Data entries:
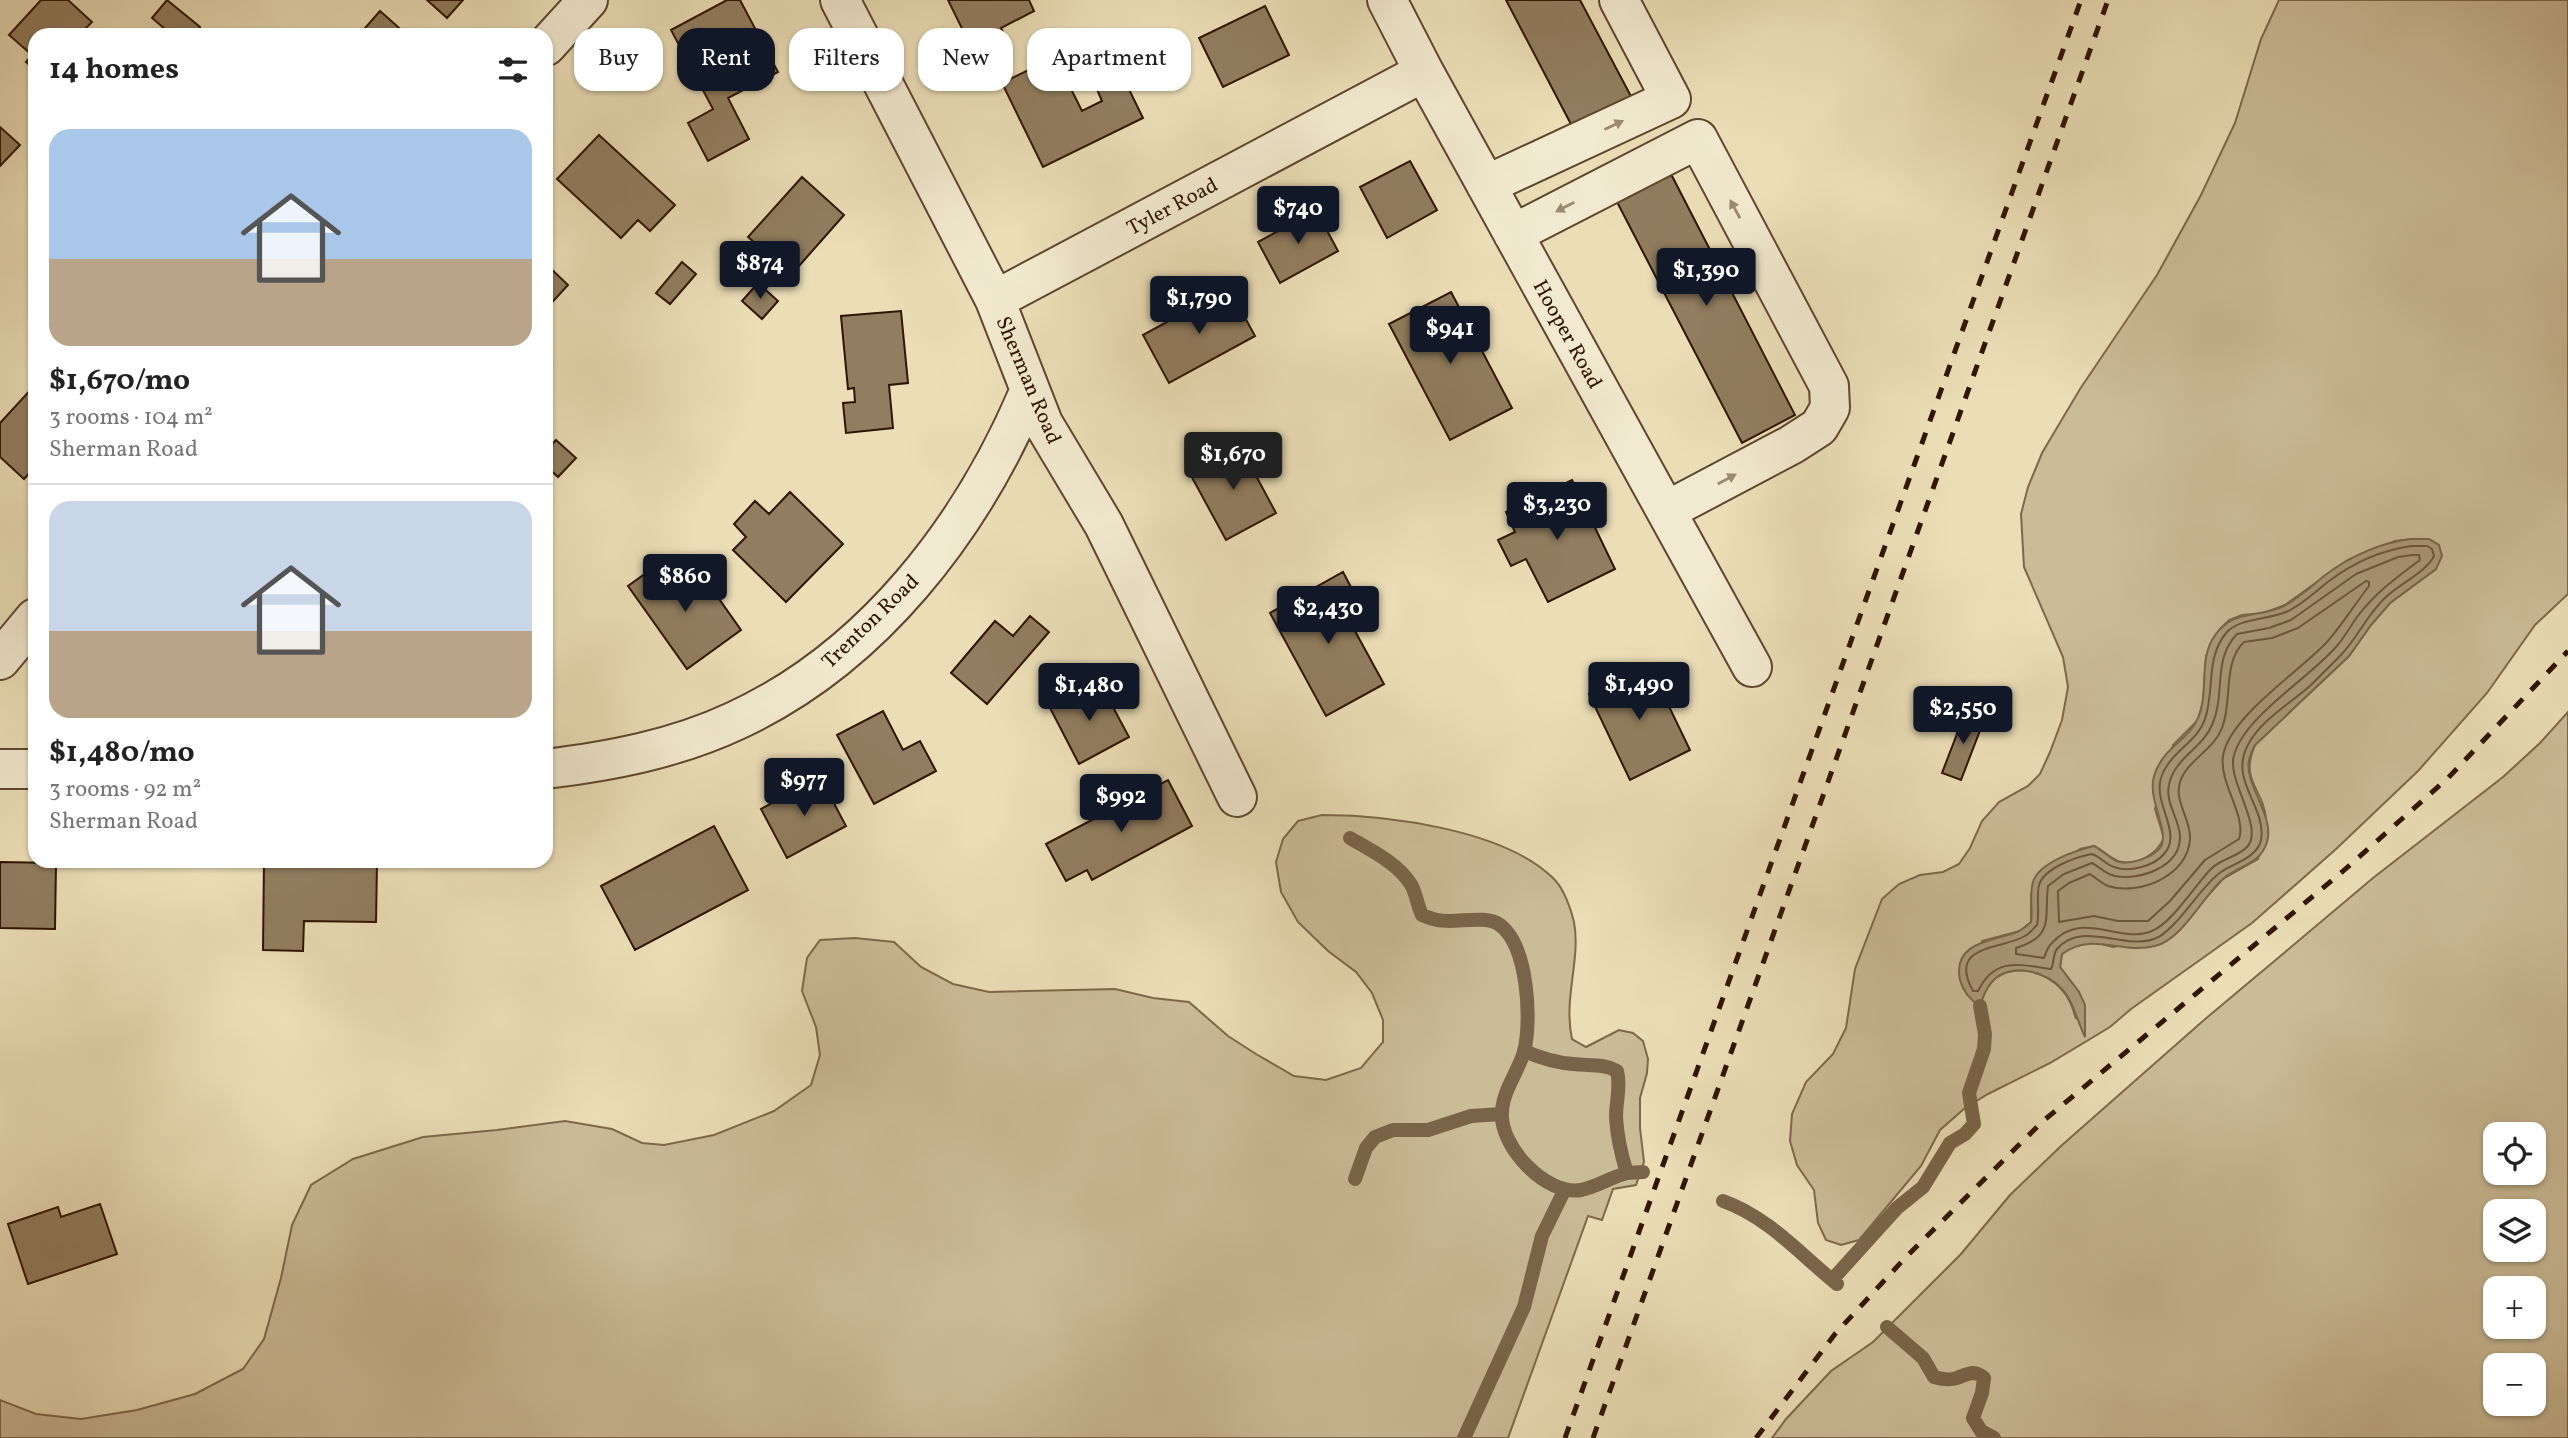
<!DOCTYPE html>
<meta charset="utf-8">
<style>
body{margin:0;font-family:Vollkorn,serif;background:#f2f2f2;color:#222;height:100vh;display:flex;flex-direction:column;font-size:26px;white-space:nowrap}
*{box-sizing:border-box;margin:0}
p{font-size:23px;color:#767676}
.icon{flex:none;width:38px;height:38px;fill:none;stroke:currentColor;stroke-width:2;stroke-linecap:round;stroke-linejoin:round}
.map{position:relative;flex:1;overflow:hidden}
.drawer{position:absolute;left:28px;top:28px;width:525px;height:840px;display:flex;flex-direction:column;background:#fff;border-radius:21px;box-shadow:0 2px 5px #0004}
.drawer>*{flex:none}
.top-card{position:absolute;left:574px;top:28px;width:665px;height:63px;display:flex;gap:14px}
.fabs{position:absolute;left:2483px;top:1122px;display:grid;gap:14px}
.fabs a{display:grid;place-items:center;width:63px;height:63px;border-radius:14px;background:#fff;box-shadow:0 2px 5px #0004;font-size:35px}
.price{position:absolute;translate:-50% -60px;padding:0 16px;border-radius:7px;background:#111827;color:#fff;font-size:23px;line-height:46px;filter:drop-shadow(0 2px 4px #0008)}
.price::after{content:'';position:absolute;left:50%;top:42px;width:21px;height:16px;margin-left:-10px;background:inherit;clip-path:polygon(0 0,100% 0,50% 100%)}
.price.current{background:#222;color:#fff}
ul{padding:0;list-style:none}
li{display:grid;align-content:center;gap:14px;height:371px;padding:0 21px}
li+li{border-top:2px solid #e0e0e0}
li span{display:grid;place-items:center;height:217px;border-radius:21px;color:#555}
li>.icon{margin-inline-start:auto}
span .icon{width:126px;height:126px;fill:#fffc;stroke-width:1}
li b{font-size:30px}
h2{display:flex;justify-content:space-between;align-items:center;height:84px;padding:0 21px;font-size:30px}
.pill{padding:0 24px;border-radius:21px;background:#fff;box-shadow:0 2px 5px #0004;font-size:24px;line-height:63px}
.pill.current{background:#111827;color:#fff}
.map>svg:first-child{display:block}
.green{fill:#cbbc98;stroke:#7e684c;stroke-width:2;fill-rule:evenodd}
.water{fill:#ab9979;stroke:#7a6449;stroke-width:2}
.lines{fill:none;stroke-linecap:round;stroke-linejoin:round}
.shore{stroke:#6e563c;stroke-width:2}
.stream{stroke:#7a6449;stroke-width:14}
.building{fill:#917d5f;stroke:#301400;stroke-width:2}
.minor-casing{stroke:#5f462e;stroke-width:42}
.minor{stroke:#f2ead0;stroke-width:38}
.rail{stroke:#301400;stroke-width:5;stroke-dasharray:12 12;stroke-linecap:butt}
.oneway{fill:#9b8a72}
.labels{text-anchor:middle;stroke-width:6;stroke-linejoin:round;paint-order:stroke}
.street-label{font-size:21px;fill:#301400;stroke:#f2ead0}
</style>
<div class="map">
<svg width="2568" height="1438" viewBox="0 0 2568 1438">
<rect width="100%" height="100%" fill="#ebdeb7"/>
<filter id="stains"><feTurbulence type="fractalNoise" baseFrequency=".00286" numOctaves="4"/><feColorMatrix values="0 0 0 0 .2 0 0 0 0 .09 0 0 0 0 .02 0 0 0 .5 -.17"/></filter>
<radialGradient id="worn" r=".72"><stop offset=".6" stop-color="#630" stop-opacity="0"/><stop offset="1" stop-color="#630" stop-opacity=".3"/></radialGradient>
<path class="green" d="M2279 0H2568V594L2535 625 2487 693 2418 771 2335 850 2252 923 2131 1009 2110 1027 2050 1063 1988 1094 1965 1108 1940 1130 1921 1166 1859 1240 1841 1245 1826 1240 1818 1223 1814 1190 1797 1165 1790 1141 1792 1114 1806 1082 1833 1054 1846 1028 1855 969 1882 899 1899 884 1920 875 1943 872 1959 864 1970 848 1982 821 1999 802 2028 786 2040 774 2050 752 2062 720 2068 687 2063 657 2024 567 2021 514 2028 487 2042 453 2080 389 2157 275 2201 195 2235 123 2261 39ZM2411 539 2436 569 2390 603 2371 625 2349 656 2255 745C2239 782 2264 788 2266 820 2266 832 2261 847 2258 859L2223 879 2172 935 2113 947 2093 942 2074 946 2062 954 2060 967 2079 992 2076 1019C2073 1009 2070 998 2062 990 2047 972 2018 964 1997 977 1993 980 1989 986 1986 989L1982 941 2020 931 2031 922V894L2080 849 2094 846C2102 850 2110 858 2118 861 2137 867 2157 854 2164 838L2155 809 2173 745 2198 720 2203 702 2206 656 2219 630 2229 620 2242 615 2264 613 2285 605 2348 560 2395 541Z
M2568 712V1438H1772L1786 1419 1831 1371 1873 1342 1961 1254 2010 1195 2061 1146 2204 1020 2284 953 2373 878 2503 777 2540 743ZM2534 1134V1172H2496V1134ZM2496 1211H2534V1250H2496ZM2496 1288H2534V1326H2496ZM2534 1365V1404H2496V1365Z
M1322 815C1389 815 1505 830 1554 879 1564 889 1571 909 1574 922 1581 960 1563 998 1572 1039L1586 1047 1619 1030 1633 1033 1643 1041 1648 1059 1647 1073 1640 1098V1128L1644 1162 1636 1185 1613 1189 1602 1220 1588 1216 1508 1438H0V1400L36 1414 81 1419 137 1410 195 1394 243 1369 264 1339 281 1278 292 1225 311 1185 353 1159 423 1137 497 1130 565 1121 612 1129 642 1143 664 1145 714 1135 774 1111 811 1085 820 1055 816 1027 802 991 807 958 820 940 855 938 894 942 921 967 953 984 989 992 1115 989 1153 998 1189 1002 1228 1036 1256 1054 1294 1076 1326 1080 1361 1068 1383 1042V1020L1372 993 1356 972 1328 951 1298 922 1281 892 1276 862 1283 839 1298 821Z"/>
<path class="water" d="M2411 539H2429L2439 545 2442 556 2436 569 2390 603 2371 625 2349 656 2255 745C2253 749 2250 755 2249 760 2244 784 2275 816 2267 842 2260 865 2239 865 2223 879 2203 896 2183 939 2155 946 2120 955 2093 931 2062 954L2060 967 2079 992 2085 1005V1037C2077 1021 2073 1000 2061 988 2045 972 2015 963 1996 978 1987 985 1983 997 1980 1006 1970 1000 1963 991 1960 980 1952 941 1994 941 2017 932 2023 930 2027 925 2031 922 2033 909 2029 895 2033 882 2038 863 2077 850 2094 846 2102 850 2109 857 2116 861 2128 866 2152 858 2160 848 2171 832 2147 801 2154 776 2163 747 2188 741 2198 718 2209 693 2199 664 2212 640 2231 607 2257 620 2286 605 2300 597 2312 586 2324 576 2349 557 2380 543 2411 539Z"/>
<g class="lines">
<path class="shore" d="M2412 546H2427L2432 549 2434 556C2427 571 2400 584 2387 596 2368 613 2358 637 2341 655 2331 665 2321 675 2311 685 2291 703 2262 719 2249 743 2227 780 2267 806 2261 840 2257 858 2234 863 2221 872 2207 881 2188 910 2175 923 2169 929 2162 937 2154 939 2124 950 2081 920 2057 949 2053 954 2054 964 2051 969 2021 965 1995 956 1978 991H1973C1947 944 2001 950 2025 936 2029 934 2033 929 2037 925 2040 912 2036 898 2039 885 2044 868 2076 857 2092 854 2101 857 2106 865 2114 867 2129 873 2154 866 2164 854 2183 833 2153 804 2161 778 2169 752 2197 743 2205 719 2215 690 2205 657 2227 632 2240 618 2267 620 2286 612 2302 605 2315 592 2329 581 2353 563 2382 550 2412 546Z
M2413 555H2419L2420 560C2397 577 2375 593 2357 617 2350 627 2344 638 2336 647 2308 679 2245 716 2234 755 2226 780 2265 828 2247 847 2238 857 2220 859 2211 869 2195 885 2173 922 2152 931 2119 945 2082 908 2051 944 2047 948 2046 953 2044 958L2016 954V948C2055 936 2044 918 2048 886L2064 874 2092 863C2100 867 2105 874 2115 876 2139 881 2181 867 2180 836 2179 818 2165 803 2169 785 2174 758 2202 749 2212 725 2226 694 2212 660 2237 634L2269 628 2291 620 2356 574 2398 557Z
M2366 581 2369 582V586C2355 604 2342 625 2327 642 2299 672 2229 717 2223 756 2219 784 2247 816 2239 839L2205 860 2170 901 2148 921H2118L2094 916 2059 922 2058 891 2069 883 2090 874C2096 878 2101 883 2108 886 2139 896 2188 876 2190 839 2191 819 2174 802 2180 782 2187 760 2214 750 2222 728 2233 701 2222 663 2244 642L2272 638 2298 628Z"/>
<path class="stream" d="M1350 838C1370 850 1396 862 1410 883 1416 891 1417 905 1422 915 1427 917 1432 919 1437 920 1456 924 1485 914 1500 925 1528 946 1532 1020 1524 1052 1518 1072 1503 1090 1502 1112 1499 1146 1546 1196 1581 1190 1597 1187 1611 1177 1627 1173
M1524 1051C1540 1058 1556 1063 1573 1064 1589 1066 1603 1063 1617 1071 1621 1086 1616 1101 1616 1117 1617 1136 1621 1154 1627 1173L1643 1172
M1355 1179 1366 1148 1375 1137 1393 1130H1428L1471 1116 1501 1114
M1723 1201C1768 1217 1800 1254 1837 1284
M1832 1280 1897 1208 1923 1187 1950 1143 1965 1134 1974 1124 1969 1093 1984 1049 1985 1034 1980 1006
M1887 1327 1923 1358 1934 1377C1941 1379 1949 1381 1957 1378 1968 1374 1974 1369 1984 1378L1982 1393 1973 1418 1981 1431 1994 1438
M1464 1438 1524 1307 1542 1236 1565 1189"/>
</g>
<path class="building" d="M41 0H68L92 22 79 35H35V70L26 62 32 55 9 35Z
M167 0 200 27 194 35H172L152 18Z
M427 0H463L447 18Z
M727 0H740L778 72 728 98 749 139 708 161 688 123 713 109 671 30Z
M948 0H1029L1034 11 1001 28 1007 40 975 55Z
M1506 0H1580L1633 100 1574 130Z
M1265 6 1289 55 1223 87 1199 38Z
M380 11 407 35H359Z
M1055 57 1082 111 1102 101 1096 87 1122 75 1143 118 1043 167 1002 83Z
M0 127 20 145 0 166Z
M599 135 675 205 650 231 638 220 621 238 557 179Z
M1410 161 1437 210 1387 238 1360 187Z
M1671 174 1795 415 1742 443 1617 202Z
M802 177 844 215 791 275 748 237Z
M1316 210 1338 251 1280 283 1258 242Z
M682 262 696 274 670 304 656 293Z
M546 264 568 285 546 309Z
M758 283 778 301 762 319 742 301Z
M1229 288 1255 336 1169 383 1143 335Z
M1451 292 1512 408 1450 440 1389 324Z
M901 311 908 383 889 385 893 428 846 433 843 403 855 402 854 388 848 389 841 316Z
M35 385V467L24 479 0 457V423Z
M556 440 576 458 558 477 546 466V451Z
M1239 444 1276 513 1226 540 1189 472Z
M1572 480 1615 569 1548 602 1526 559 1511 566 1498 540 1515 532 1506 512Z
M790 492 843 544 786 602 733 550 746 537 734 524 755 501 769 514Z
M660 563 679 588 700 572 741 630 687 669 628 586Z
M1343 572 1353 591 1338 600 1384 684 1326 716 1270 613Z
M1030 616 1049 632 987 704 951 673 995 621 1013 636Z
M1649 665 1690 750 1630 780 1589 694Z
M1099 681 1129 737 1079 764 1050 708Z
M883 711 903 750 920 741 936 771 874 804 837 735Z
M1965 713 1984 720 1961 780 1942 773Z
M820 777 846 826 787 858 761 809Z
M1168 780 1192 826 1092 880 1087 870 1066 881 1046 844Z
M714 826 748 890 635 950 601 886Z
M264 861 377 863 376 922 304 921 303 951 263 950Z
M0 862 56 863 55 929 0 928Z
M100 1204 117 1254 28 1284 8 1224 58 1207 61 1217Z"/>
<g class="lines">
<defs>
<path id="minor" d="M840 0 995 300 1043 423 1104 525 1237 797
M1387 0 1424 72 1752 667
M546 46 588 0
M1486 185 1671 99 1619 0
M1513 234 1698 139 1829 386 1830 408 1819 427 1791 445 1666 511
M995 300 1424 72
M0 660 35 618
M0 769H35
M546 769C611 761 675 749 735 721 872 658 971 529 1029 392"/>
</defs>
<use href="#minor" class="minor-casing"/>
<use href="#minor" class="minor"/>
<path class="rail" d="M1565 1438 2081 0
M1593 1438 2108 0
M1756 1438 1835 1334 1906 1257 2042 1122 2342 872 2448 778 2568 651"/>
</g>
<defs><path id="oneway-solid" d="M-6-.8H1V-3.2L6.5 0L1 3.2V.8H-6Z" transform="scale(1.75)"/></defs>
<g class="oneway">
<use href="#oneway-solid" transform="translate(1614 125) rotate(-25)"/>
<use href="#oneway-solid" transform="translate(1565 207) rotate(153)"/>
<use href="#oneway-solid" transform="translate(1735 209) rotate(-118)"/>
<use href="#oneway-solid" transform="translate(1727 479) rotate(-28)"/>
</g>
<g class="labels">
<g class="street-label">
<text transform="translate(1172 206) rotate(-28)" y="7">Tyler Road</text>
<text transform="translate(1568 334) rotate(61)" y="7">Hooper Road</text>
<text transform="translate(1029 380) rotate(67)" y="7">Sherman Road</text>
<text transform="translate(870 621) rotate(-44)" y="7">Trenton Road</text>
</g>
</g>
<rect width="100%" height="100%" filter="url(#stains)"/>
<rect width="100%" height="100%" fill="url(#worn)"/>
</svg>
<div class="fabs">
<a><svg class="icon" aria-label="locate" viewBox="0 0 24 24"><circle cx="12" cy="12" r="6"/><path d="M12 2v4M12 18v4M2 12h4M18 12h4"/></svg></a>
<a><svg class="icon" aria-label="layers" viewBox="0 0 24 24"><path d="M12 4l9 5-9 5-9-5zM3 14l9 5 9-5"/></svg></a>
<a>+</a>
<a>−</a>
</div>
<b class="price" style="left:1298px;top:246px">$740</b>
<b class="price" style="left:760px;top:301px">$874</b>
<b class="price" style="left:1706px;top:308px">$1,390</b>
<b class="price" style="left:1199px;top:336px">$1,790</b>
<b class="price" style="left:1450px;top:366px">$941</b>
<b class="price current" style="left:1233px;top:492px">$1,670</b>
<b class="price" style="left:1557px;top:542px">$3,230</b>
<b class="price" style="left:685px;top:614px">$860</b>
<b class="price" style="left:1328px;top:646px">$2,430</b>
<b class="price" style="left:1639px;top:722px">$1,490</b>
<b class="price" style="left:1089px;top:723px">$1,480</b>
<b class="price" style="left:1963px;top:746px">$2,550</b>
<b class="price" style="left:804px;top:818px">$977</b>
<b class="price" style="left:1121px;top:834px">$992</b>
<div class="top-card">
<a class="pill">Buy</a>
<a class="pill current">Rent</a>
<a class="pill">Filters</a>
<a class="pill">New</a>
<a class="pill">Apartment</a>
</div>
<section class="drawer">
<h2>14 homes<svg class="icon" aria-label="filters" viewBox="0 0 24 24"><path d="M4 7h16M4 17h16"/><circle cx="9" cy="7" r="2"/><circle cx="15" cy="17" r="2"/></svg></h2>
<ul>
<li><span style="background:linear-gradient(#a9c7e8 60%,#b9a48a 0)"><svg class="icon" aria-label="home" viewBox="0 0 24 24"><path d="M3 11l9-7 9 7M6 9v11h12V9"/></svg></span><div><b>$1,670/mo</b><p>3 rooms · 104 m²</p><p>Sherman Road</p></div></li>
<li><span style="background:linear-gradient(#c9d6e8 60%,#b9a48a 0)"><svg class="icon" aria-label="home" viewBox="0 0 24 24"><path d="M3 11l9-7 9 7M6 9v11h12V9"/></svg></span><div><b>$1,480/mo</b><p>3 rooms · 92 m²</p><p>Sherman Road</p></div></li>
</ul>
</section>
</div>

_TASK DIRECTIONS_: In the data above, find the line with "M1355 1179 1366" and the line with "M167 0 200 27 194 35H172L152 18Z". Retype both, plus every line between them, exactly.

_THE ANSWER_:
M1355 1179 1366 1148 1375 1137 1393 1130H1428L1471 1116 1501 1114
M1723 1201C1768 1217 1800 1254 1837 1284
M1832 1280 1897 1208 1923 1187 1950 1143 1965 1134 1974 1124 1969 1093 1984 1049 1985 1034 1980 1006
M1887 1327 1923 1358 1934 1377C1941 1379 1949 1381 1957 1378 1968 1374 1974 1369 1984 1378L1982 1393 1973 1418 1981 1431 1994 1438
M1464 1438 1524 1307 1542 1236 1565 1189"/>
</g>
<path class="building" d="M41 0H68L92 22 79 35H35V70L26 62 32 55 9 35Z
M167 0 200 27 194 35H172L152 18Z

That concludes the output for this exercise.